Take Barclays chief executive Bob Diamond. His salary and bonus for 2010 totalled £6.75 million and, say Murphy, Jenkins and Baer in the December 2010 issue of the Financial Times, 'the only real surprise was that the figure was lower than expected'.
Even though Barclays did not have to call on Government funds during the worst of the financial crisis, eyebrows were raised when it emerged that the average pay of the bank's 230 most senior staff was £2.4 million.
Barclays is not alone in paying such high amounts to its top people. Evolution Securities reports that pay per employee at investment banks Goldman Sachs, UBS, Credit Suisse, Deutsche Bank and Morgan Stanley averaged $403,000 last year - or ten times average national earnings in the UK and USA. Murphy, Jenkins and Baer ask whether such sums can be justified.
In the blue corner are those who argue that the pay reflects the vast amounts of money that top bankers are responsible for, and that star traders and bankers can bring in huge multiples of their pay in the form of client revenues.
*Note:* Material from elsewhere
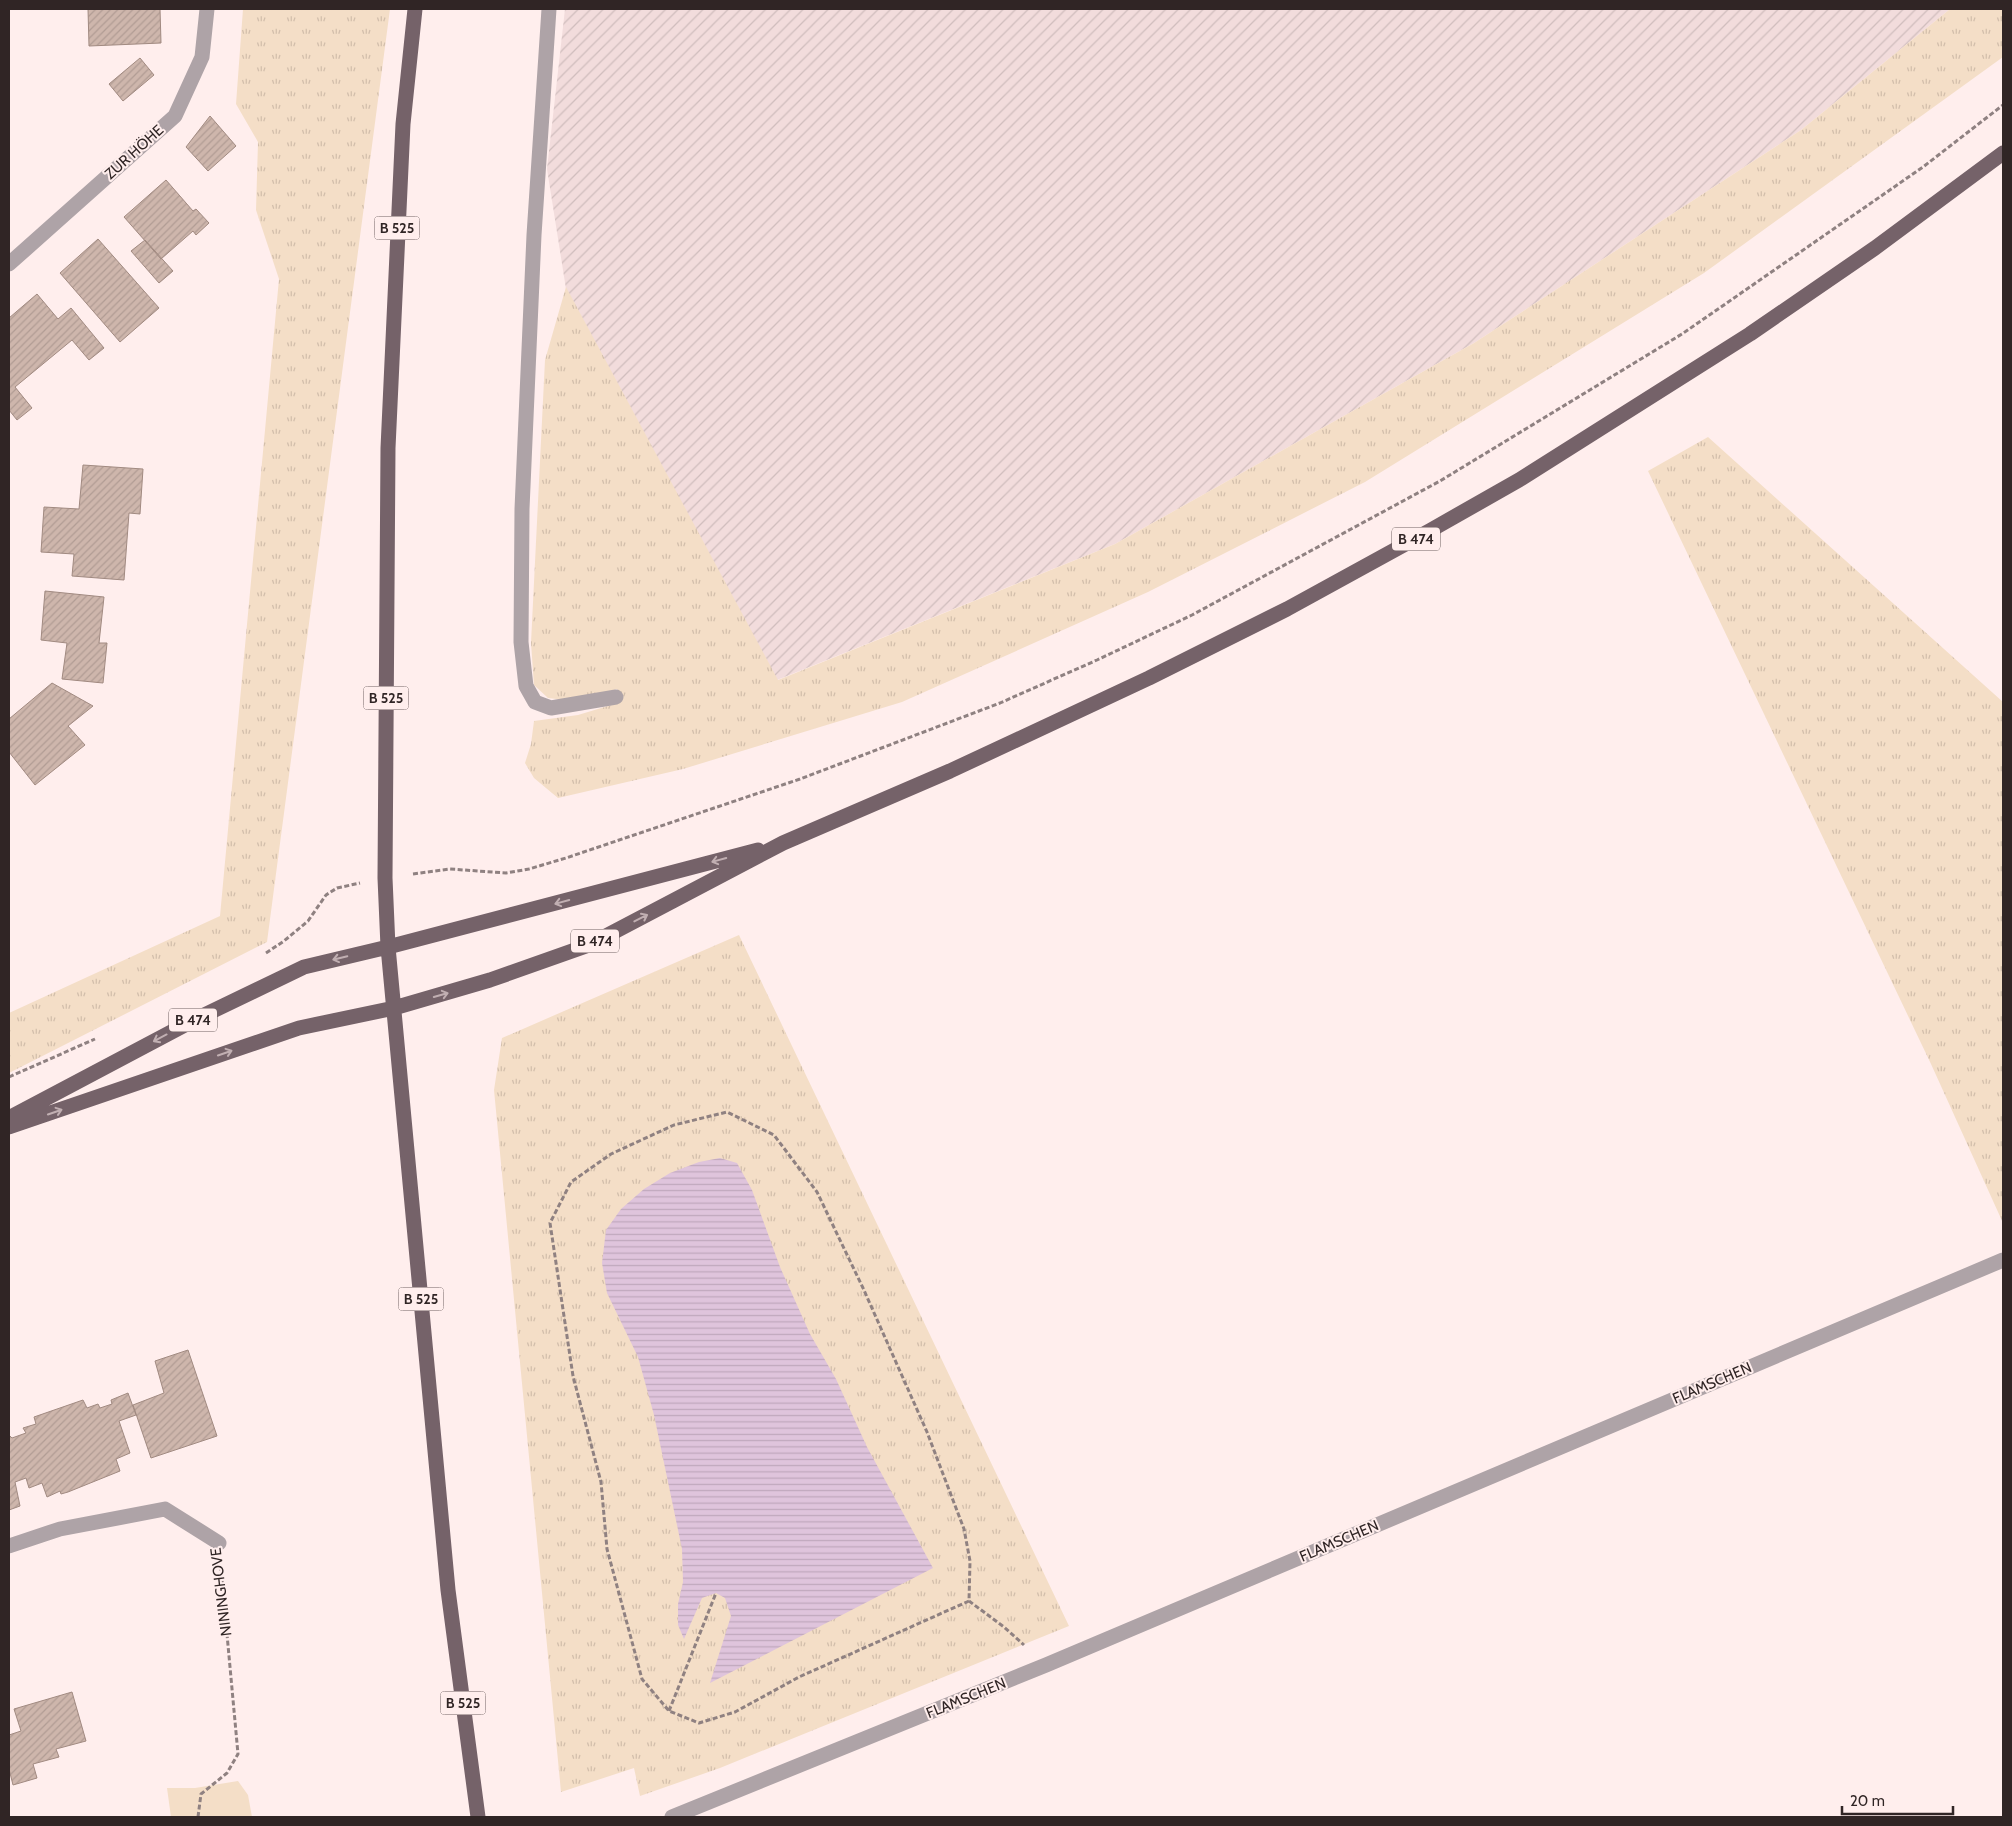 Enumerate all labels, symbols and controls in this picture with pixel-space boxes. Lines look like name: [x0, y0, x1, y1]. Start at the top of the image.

The market for banking talent is global, making it impossible for one institution or market to lower pay.
In the red corner are economists who say that the premium paid to bankers is far higher than should be needed to attract people to work in the sector. They point out that pay premiums extend to a wide range of employees who work in banks. Office managers, for example, receive an average 15% more in banks than in other sectors, while banks' information-technology specialists are paid a 30% premium.
Like most of his colleagues across the world, UK Chancellor of the Exchequer George Osborne seems to believe that bankers' pay and bonuses are too high. But while encouraging bank bosses to show restraint, he appears reluctant to impose curbs through legislation.
The approach is consistent with the Government's so-called 'nudge' philosophy, which involves encouraging people to do the right thing - from eating more healthily to giving more to charity - rather than introducing new laws to force their behaviour.
The nudge philosophy is consistent with Conservative ideals of the Big Society and a smaller state. But, in the March 2011 issue of Economic Affairs, Booth believes that enthusiasm for it is misplaced. It can undermine freely chosen paternalistic mechanisms and does not guarantee to produce better government decision-making about whether to intervene in a free economy.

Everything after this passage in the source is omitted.